### The problem
In the listing below, tally each line that contains "Gallos". Reply with the total only.

◆ ◆ ◆

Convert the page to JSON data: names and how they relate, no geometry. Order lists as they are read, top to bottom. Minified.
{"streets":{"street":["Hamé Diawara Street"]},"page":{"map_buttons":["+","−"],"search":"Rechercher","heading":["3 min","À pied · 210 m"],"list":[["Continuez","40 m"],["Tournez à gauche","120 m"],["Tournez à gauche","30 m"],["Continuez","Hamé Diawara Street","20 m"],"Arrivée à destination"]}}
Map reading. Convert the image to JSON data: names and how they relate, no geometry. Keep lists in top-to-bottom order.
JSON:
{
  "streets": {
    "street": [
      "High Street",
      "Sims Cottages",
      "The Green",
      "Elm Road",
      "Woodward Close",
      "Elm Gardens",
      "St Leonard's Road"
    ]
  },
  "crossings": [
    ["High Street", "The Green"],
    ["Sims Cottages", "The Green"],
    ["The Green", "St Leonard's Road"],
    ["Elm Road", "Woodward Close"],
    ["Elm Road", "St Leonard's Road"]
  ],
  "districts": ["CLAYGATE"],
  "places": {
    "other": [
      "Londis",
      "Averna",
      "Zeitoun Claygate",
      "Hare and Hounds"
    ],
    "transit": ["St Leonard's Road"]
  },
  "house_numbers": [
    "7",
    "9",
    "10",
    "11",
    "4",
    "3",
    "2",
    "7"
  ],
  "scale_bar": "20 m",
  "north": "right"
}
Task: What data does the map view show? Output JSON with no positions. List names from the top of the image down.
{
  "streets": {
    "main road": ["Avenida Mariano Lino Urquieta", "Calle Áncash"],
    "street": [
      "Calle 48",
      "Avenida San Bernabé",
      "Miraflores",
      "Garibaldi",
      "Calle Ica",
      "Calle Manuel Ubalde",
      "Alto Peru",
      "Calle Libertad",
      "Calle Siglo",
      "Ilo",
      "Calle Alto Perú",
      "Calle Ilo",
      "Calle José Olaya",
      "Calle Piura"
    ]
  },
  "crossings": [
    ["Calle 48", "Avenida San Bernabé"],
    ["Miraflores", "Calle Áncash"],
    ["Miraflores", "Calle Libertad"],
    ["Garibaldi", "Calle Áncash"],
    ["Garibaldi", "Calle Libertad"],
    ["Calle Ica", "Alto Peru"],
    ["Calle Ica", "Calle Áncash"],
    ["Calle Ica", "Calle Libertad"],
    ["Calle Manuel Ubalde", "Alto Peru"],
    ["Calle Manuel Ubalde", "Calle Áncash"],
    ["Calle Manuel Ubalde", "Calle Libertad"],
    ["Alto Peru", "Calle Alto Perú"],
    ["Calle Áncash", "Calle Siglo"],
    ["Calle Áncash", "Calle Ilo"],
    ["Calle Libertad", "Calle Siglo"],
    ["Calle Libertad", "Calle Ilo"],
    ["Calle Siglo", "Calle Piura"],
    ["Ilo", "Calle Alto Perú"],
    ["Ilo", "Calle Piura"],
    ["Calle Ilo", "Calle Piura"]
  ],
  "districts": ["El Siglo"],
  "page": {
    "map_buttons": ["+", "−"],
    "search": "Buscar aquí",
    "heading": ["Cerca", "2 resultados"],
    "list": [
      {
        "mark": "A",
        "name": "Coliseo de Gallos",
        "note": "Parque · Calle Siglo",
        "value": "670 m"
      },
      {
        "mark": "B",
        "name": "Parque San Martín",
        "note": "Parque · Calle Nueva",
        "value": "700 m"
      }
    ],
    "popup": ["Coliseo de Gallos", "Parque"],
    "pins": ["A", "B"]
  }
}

◆ ◆ ◆

### Output
2